= Beginning of Section =
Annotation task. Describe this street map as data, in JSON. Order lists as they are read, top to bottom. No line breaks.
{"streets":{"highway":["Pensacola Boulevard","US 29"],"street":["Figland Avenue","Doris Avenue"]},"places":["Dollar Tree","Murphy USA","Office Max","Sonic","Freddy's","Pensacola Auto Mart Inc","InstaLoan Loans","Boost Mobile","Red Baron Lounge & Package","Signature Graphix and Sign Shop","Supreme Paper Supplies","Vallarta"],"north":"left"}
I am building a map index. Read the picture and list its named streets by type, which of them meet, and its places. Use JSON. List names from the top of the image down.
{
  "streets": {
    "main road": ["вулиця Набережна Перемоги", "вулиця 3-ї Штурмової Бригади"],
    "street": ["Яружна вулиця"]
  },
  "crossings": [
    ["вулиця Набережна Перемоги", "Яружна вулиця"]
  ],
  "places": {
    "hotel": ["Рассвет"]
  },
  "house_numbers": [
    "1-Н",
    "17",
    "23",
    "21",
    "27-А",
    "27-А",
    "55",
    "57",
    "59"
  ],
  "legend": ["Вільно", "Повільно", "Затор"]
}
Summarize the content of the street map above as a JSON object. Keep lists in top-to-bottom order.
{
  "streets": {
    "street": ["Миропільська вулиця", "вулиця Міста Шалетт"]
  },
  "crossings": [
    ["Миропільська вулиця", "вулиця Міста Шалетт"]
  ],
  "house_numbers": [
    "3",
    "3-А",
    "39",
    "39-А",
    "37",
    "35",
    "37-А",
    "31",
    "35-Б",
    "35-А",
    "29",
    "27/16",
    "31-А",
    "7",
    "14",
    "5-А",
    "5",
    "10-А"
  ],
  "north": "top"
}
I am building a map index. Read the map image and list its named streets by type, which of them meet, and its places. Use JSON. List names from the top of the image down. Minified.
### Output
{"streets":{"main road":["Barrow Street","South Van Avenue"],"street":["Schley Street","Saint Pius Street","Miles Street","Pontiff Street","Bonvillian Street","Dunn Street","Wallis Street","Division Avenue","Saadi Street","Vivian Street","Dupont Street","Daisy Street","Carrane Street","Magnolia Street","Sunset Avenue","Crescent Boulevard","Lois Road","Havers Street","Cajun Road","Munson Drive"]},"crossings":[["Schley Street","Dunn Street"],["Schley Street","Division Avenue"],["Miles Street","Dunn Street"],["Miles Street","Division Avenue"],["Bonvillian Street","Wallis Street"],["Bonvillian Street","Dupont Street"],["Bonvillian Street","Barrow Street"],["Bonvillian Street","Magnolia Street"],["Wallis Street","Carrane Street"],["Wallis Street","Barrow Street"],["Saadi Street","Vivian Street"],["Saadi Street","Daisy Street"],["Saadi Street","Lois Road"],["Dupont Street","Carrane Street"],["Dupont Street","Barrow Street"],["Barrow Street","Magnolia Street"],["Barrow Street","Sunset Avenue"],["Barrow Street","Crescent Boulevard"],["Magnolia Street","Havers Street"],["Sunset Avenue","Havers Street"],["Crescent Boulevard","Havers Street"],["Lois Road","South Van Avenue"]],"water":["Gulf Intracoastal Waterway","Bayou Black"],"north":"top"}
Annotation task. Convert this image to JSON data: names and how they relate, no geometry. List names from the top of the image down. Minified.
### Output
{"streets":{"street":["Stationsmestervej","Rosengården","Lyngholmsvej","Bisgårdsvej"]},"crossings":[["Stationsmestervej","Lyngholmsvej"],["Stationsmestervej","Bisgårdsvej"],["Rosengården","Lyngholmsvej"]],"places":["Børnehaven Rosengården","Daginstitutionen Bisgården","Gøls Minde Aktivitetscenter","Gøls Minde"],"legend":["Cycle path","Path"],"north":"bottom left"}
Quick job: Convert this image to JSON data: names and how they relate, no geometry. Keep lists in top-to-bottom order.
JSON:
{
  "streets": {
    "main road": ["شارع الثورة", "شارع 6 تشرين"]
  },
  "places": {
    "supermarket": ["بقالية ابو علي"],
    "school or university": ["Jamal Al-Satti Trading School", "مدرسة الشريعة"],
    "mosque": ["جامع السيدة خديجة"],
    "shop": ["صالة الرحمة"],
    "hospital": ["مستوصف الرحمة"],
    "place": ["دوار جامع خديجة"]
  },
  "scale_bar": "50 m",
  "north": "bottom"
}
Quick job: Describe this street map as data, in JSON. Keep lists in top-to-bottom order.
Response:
= End of Section =
Problem details = Would you show each line of the listing above that has the string "Quick"?

Task solution =
Quick job: Convert this image to JSON data: names and how they relate, no geometry. Keep lists in top-to-bottom order.
Quick job: Describe this street map as data, in JSON. Keep lists in top-to-bottom order.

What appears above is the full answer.